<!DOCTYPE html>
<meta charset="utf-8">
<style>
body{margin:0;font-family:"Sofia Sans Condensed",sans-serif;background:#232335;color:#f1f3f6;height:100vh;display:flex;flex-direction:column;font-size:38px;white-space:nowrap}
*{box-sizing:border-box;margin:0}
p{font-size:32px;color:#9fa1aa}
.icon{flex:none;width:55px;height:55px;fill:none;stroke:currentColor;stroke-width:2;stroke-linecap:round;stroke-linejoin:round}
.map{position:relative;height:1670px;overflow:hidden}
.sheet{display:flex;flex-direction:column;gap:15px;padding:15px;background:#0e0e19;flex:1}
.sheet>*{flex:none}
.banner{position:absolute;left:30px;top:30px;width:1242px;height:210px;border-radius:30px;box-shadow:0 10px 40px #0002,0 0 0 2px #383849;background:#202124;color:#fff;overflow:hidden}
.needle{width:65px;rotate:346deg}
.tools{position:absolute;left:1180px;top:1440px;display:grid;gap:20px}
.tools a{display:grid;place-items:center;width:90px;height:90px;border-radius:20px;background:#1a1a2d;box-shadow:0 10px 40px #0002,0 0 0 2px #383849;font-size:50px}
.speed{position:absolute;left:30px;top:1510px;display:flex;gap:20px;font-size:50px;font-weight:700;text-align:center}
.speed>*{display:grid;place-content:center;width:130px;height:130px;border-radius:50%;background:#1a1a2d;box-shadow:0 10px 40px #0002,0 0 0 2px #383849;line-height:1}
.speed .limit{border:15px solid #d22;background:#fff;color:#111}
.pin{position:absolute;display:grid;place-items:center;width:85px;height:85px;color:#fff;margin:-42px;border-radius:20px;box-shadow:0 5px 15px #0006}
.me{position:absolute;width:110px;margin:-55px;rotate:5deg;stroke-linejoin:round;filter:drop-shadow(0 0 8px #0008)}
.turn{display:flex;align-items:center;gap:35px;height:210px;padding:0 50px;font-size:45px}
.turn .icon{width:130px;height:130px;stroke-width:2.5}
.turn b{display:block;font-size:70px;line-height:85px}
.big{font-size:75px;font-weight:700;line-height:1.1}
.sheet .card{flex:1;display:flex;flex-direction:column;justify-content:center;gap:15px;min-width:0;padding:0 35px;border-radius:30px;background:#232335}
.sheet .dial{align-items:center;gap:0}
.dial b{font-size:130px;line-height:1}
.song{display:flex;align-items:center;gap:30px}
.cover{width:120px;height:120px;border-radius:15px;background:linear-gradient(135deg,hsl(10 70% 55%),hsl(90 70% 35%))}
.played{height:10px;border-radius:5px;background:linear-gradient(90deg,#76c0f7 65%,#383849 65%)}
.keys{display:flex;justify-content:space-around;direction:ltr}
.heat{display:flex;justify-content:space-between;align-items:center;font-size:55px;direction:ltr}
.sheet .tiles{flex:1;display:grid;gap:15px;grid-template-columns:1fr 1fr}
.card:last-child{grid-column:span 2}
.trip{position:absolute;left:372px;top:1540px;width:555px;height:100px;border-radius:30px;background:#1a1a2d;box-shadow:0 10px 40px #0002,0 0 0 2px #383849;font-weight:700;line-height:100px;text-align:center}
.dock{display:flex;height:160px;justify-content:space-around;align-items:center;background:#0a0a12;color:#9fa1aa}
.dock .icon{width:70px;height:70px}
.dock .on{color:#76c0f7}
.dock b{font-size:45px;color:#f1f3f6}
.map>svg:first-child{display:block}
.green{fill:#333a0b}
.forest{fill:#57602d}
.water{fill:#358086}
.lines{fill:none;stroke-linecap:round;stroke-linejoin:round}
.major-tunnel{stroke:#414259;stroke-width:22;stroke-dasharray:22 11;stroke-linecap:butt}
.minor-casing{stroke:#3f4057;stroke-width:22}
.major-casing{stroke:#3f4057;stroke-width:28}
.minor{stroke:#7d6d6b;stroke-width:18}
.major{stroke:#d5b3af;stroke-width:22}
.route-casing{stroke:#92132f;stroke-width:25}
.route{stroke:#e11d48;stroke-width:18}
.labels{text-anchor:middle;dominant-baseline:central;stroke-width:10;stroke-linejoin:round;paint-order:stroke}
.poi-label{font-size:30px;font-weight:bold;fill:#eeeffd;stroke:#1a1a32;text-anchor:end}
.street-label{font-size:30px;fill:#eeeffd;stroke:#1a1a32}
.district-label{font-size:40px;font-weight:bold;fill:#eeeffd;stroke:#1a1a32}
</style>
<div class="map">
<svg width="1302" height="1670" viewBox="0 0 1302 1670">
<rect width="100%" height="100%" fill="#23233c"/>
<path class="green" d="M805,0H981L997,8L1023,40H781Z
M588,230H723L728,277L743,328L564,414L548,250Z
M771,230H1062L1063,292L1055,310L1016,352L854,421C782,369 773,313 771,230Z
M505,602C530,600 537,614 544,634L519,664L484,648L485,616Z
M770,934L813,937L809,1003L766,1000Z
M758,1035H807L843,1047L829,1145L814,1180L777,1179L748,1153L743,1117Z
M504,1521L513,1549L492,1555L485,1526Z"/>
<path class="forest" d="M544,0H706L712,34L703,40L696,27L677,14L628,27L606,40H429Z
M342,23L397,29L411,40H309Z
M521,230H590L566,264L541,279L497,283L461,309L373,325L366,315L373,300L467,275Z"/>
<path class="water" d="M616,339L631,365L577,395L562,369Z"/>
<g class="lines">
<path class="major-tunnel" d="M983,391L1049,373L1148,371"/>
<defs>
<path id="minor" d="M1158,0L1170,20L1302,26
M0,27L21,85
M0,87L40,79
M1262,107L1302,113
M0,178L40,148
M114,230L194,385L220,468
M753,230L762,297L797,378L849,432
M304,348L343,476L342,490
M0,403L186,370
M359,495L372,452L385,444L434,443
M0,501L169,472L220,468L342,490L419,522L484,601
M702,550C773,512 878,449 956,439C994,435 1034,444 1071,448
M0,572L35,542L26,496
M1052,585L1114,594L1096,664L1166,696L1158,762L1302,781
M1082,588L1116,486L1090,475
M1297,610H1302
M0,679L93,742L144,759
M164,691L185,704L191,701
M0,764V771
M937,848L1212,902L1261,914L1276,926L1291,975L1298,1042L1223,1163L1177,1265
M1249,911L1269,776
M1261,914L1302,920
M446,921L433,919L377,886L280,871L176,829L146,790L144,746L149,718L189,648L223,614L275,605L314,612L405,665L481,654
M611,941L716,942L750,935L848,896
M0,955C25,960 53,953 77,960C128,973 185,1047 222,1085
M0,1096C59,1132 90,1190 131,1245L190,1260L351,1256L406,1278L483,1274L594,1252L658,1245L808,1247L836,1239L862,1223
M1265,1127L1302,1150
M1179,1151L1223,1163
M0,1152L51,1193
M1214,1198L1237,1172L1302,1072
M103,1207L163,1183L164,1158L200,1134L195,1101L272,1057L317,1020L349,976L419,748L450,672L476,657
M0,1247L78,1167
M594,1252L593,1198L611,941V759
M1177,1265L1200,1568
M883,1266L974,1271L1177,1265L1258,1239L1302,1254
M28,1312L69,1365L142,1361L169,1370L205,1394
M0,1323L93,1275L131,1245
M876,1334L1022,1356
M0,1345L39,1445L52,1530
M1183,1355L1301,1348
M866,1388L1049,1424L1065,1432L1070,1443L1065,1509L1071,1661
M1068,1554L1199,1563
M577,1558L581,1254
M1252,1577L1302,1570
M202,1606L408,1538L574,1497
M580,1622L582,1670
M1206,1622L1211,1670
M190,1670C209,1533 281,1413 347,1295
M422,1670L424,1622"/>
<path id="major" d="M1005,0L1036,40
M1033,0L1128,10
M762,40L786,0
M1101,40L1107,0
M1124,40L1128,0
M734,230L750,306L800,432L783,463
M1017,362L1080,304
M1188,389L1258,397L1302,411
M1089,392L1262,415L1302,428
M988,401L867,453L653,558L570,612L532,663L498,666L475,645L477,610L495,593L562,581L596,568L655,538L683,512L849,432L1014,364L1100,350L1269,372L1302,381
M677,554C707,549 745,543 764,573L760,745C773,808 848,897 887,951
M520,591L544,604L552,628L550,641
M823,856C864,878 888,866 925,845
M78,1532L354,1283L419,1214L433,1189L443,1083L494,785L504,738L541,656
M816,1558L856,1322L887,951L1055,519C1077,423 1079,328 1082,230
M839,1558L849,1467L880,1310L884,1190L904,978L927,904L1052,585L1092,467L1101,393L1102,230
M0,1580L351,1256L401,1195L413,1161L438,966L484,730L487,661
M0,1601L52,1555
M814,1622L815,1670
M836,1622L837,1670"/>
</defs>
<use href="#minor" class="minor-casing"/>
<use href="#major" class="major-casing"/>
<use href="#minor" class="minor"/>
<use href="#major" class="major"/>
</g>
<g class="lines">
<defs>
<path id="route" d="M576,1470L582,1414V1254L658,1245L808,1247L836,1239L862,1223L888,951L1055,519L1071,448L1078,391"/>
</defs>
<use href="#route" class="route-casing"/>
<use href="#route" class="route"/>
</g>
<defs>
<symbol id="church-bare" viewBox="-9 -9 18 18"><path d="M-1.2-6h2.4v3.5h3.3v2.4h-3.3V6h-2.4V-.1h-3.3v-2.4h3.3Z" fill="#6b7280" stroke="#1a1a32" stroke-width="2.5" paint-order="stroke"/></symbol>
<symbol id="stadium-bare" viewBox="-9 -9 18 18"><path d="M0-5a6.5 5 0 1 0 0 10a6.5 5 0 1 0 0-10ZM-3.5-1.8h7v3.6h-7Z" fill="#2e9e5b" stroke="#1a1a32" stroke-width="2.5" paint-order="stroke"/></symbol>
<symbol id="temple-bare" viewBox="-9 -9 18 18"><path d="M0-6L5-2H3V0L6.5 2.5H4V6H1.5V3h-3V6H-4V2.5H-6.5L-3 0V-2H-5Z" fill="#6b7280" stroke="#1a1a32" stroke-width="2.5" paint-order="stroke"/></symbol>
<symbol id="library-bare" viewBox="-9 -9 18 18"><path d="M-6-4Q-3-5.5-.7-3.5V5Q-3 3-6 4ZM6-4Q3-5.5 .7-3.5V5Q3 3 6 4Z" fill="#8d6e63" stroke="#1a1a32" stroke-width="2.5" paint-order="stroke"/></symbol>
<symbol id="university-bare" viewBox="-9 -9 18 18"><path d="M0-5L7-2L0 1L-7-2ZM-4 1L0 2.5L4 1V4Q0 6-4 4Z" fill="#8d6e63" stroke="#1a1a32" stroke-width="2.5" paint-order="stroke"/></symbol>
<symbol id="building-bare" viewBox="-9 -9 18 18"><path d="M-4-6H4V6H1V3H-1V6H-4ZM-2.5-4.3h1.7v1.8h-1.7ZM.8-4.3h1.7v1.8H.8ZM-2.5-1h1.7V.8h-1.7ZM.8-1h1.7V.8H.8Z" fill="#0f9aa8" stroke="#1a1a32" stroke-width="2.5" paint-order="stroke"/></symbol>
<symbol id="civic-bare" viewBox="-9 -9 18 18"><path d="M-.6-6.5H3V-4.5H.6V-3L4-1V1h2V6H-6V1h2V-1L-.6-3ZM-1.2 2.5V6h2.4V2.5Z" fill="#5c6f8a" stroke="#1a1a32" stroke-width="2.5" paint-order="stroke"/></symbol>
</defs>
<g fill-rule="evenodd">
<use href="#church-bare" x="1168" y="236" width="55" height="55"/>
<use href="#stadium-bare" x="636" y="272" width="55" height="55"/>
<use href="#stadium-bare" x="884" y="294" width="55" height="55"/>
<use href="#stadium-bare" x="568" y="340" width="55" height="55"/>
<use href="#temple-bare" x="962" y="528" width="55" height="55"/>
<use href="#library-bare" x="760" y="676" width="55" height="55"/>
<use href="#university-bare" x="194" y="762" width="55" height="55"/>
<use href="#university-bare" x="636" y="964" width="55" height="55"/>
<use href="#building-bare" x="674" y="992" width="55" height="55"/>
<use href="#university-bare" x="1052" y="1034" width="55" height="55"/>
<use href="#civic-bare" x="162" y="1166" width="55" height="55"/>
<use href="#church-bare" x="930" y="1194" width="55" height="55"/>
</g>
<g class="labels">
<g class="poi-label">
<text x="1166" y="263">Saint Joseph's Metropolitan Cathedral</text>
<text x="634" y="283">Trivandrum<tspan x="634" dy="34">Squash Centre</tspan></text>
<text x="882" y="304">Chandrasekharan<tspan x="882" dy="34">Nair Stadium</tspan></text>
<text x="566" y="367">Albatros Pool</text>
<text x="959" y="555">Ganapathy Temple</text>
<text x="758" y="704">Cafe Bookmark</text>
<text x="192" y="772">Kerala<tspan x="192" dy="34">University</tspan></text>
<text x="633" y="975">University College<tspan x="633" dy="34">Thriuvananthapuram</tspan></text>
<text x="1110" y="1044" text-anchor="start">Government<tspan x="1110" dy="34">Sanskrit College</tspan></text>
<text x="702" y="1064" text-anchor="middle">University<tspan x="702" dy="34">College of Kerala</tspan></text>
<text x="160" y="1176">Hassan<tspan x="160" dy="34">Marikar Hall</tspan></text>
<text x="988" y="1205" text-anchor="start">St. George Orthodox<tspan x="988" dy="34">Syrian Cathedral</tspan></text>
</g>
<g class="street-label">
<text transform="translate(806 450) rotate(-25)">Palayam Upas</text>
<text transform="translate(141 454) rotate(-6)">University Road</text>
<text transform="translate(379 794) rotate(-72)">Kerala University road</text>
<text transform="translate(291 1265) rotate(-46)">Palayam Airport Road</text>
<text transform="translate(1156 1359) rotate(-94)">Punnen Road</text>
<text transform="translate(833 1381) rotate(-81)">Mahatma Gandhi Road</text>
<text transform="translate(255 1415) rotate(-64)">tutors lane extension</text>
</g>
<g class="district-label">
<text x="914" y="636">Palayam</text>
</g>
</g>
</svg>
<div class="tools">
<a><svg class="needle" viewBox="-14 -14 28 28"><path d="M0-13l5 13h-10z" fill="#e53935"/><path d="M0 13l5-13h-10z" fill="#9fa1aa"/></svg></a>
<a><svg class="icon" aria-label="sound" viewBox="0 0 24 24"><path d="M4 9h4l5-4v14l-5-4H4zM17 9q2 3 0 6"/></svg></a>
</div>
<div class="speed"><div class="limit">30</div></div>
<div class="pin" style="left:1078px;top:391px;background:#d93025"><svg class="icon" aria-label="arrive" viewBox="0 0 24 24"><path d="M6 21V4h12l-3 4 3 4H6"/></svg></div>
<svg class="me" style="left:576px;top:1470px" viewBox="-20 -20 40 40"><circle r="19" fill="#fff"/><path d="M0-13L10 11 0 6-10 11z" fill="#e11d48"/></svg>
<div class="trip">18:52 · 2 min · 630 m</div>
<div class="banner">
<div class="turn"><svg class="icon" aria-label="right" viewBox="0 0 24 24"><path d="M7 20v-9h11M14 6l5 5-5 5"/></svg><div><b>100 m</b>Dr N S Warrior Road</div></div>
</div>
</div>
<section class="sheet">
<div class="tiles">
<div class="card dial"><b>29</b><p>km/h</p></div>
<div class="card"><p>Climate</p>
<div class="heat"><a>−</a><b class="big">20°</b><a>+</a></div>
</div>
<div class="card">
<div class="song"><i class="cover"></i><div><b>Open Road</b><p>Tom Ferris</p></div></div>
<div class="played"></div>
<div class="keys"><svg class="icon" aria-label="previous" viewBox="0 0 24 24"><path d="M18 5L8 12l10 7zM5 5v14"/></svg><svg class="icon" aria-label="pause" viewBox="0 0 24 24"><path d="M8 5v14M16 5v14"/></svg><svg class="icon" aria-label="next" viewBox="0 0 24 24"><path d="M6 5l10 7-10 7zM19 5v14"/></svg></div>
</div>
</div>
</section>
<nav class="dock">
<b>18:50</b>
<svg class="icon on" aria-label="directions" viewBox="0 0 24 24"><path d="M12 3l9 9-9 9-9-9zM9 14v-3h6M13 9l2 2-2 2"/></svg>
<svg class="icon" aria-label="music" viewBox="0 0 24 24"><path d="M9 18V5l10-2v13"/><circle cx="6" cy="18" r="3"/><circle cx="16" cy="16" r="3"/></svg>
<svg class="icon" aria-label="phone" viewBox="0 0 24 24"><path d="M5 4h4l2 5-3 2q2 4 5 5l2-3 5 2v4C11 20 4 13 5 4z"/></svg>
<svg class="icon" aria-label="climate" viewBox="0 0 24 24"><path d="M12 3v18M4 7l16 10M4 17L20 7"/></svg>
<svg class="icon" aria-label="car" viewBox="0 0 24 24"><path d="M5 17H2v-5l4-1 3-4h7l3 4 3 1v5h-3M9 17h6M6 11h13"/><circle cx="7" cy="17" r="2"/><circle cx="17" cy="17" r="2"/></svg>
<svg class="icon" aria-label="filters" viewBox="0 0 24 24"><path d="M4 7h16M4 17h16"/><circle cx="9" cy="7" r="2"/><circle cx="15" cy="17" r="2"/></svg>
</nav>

* * *

● The task: Using the data above, return each line that includes the word "tools".

● Output for this exercise:
.tools{position:absolute;left:1180px;top:1440px;display:grid;gap:20px}
.tools a{display:grid;place-items:center;width:90px;height:90px;border-radius:20px;background:#1a1a2d;box-shadow:0 10px 40px #0002,0 0 0 2px #383849;font-size:50px}
<div class="tools">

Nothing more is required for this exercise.